Implementation II: Fitting
Now that we can evaluate rate vs. time forecasts for given decline parameters, we need to build a way to find error-minimizing values of these parameters from observed data. This will require two things: first, a representation for the actual data to be fit; and second, a method for finding the best-fit parameters.
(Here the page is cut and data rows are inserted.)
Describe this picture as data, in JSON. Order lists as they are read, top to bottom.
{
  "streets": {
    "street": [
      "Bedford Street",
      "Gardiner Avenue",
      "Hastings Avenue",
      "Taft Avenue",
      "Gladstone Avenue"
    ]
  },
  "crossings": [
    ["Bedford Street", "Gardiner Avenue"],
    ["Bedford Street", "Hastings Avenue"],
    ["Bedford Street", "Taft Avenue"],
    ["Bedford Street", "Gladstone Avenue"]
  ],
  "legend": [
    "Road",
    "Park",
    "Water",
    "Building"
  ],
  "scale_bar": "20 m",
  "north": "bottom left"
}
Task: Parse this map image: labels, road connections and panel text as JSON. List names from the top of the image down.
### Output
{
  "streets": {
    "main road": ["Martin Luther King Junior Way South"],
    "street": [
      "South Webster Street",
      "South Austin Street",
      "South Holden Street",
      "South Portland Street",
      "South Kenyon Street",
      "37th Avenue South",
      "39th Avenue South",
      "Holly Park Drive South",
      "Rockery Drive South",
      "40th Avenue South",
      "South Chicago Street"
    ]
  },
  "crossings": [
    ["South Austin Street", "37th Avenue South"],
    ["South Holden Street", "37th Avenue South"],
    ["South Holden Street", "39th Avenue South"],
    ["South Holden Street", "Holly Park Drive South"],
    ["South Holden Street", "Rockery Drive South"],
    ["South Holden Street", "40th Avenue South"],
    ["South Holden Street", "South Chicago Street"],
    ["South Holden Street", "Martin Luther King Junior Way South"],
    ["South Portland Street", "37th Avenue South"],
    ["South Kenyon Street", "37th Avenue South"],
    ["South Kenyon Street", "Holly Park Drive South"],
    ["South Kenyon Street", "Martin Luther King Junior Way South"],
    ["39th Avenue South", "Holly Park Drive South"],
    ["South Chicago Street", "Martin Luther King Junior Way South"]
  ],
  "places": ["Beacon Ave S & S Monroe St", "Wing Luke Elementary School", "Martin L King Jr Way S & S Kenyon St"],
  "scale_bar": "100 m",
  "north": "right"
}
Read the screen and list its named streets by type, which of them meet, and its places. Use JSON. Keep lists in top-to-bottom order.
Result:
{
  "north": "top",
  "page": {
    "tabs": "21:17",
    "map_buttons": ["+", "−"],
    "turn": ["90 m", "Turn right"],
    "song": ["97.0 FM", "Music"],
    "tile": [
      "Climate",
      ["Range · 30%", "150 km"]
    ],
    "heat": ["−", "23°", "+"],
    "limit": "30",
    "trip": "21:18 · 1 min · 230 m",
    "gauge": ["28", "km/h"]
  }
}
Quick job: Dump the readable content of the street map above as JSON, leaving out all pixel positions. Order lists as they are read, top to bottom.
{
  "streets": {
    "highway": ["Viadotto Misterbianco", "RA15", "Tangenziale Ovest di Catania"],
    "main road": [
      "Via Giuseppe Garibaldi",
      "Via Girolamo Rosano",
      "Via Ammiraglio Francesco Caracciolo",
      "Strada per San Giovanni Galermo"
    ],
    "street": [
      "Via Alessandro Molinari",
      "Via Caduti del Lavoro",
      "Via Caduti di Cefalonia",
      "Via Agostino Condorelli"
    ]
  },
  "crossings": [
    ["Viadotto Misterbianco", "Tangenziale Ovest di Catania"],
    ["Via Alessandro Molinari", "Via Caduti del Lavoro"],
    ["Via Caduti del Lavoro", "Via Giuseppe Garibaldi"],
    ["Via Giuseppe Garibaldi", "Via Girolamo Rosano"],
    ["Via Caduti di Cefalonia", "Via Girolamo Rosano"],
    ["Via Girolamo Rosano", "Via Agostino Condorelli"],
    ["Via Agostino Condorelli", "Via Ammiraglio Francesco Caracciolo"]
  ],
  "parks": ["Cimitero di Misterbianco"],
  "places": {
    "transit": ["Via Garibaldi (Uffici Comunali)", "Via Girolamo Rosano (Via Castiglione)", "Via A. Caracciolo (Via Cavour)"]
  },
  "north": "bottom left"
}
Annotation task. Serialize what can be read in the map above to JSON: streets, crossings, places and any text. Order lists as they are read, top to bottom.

The first piece will come from another dataclass
we’ll write to store daily oil rate data for a given well. We’ll provide this class with methods which implement best-fitting. The fitting will be accomplished using the scipy.optimize.minimize
function, which provides an interface to several different optimization algorithms. Since our problem has physical bounds (for example, values of b above 2.0 don’t make sense), we’ll use the L-BFGS-B algorithm for efficient bounded optimization by a quasi-Newton method. This is a good choice for common bounded optimization problems where the bounds are independent for each variable (“box constraints”).
The specific quantity we’ll minimize is the sum of squared error (SSE) of the fit vs. the observed data. This is not necessarily the best choice of cost function, although it is certainly the most common. SSE will give high influence to the most extreme values in our data—for typical profiles, this means we’ll be much more strongly influenced by early production than late.
Absolute error (L1) functions yield more “balanced” behavior, but have awkward problems in gradient evaluation when error is near zero. There are alternative cost functions which provide the “best of both worlds”, but that’s a deep topic of it’s own—and besides, that would dip a little too deeply into “free consulting”!
During the implementation, I discovered that L-BFGS-B as implemented by scipy
would occasionally try values just barely outside the bounds, which would in turn throw exceptions in the __post_init__
function of ArpsDecline
. Therefore, I added an “alternate constructor” for ArpsDecline
s in the form of a clamped
static method, which limits parameter values precisely to the valid range.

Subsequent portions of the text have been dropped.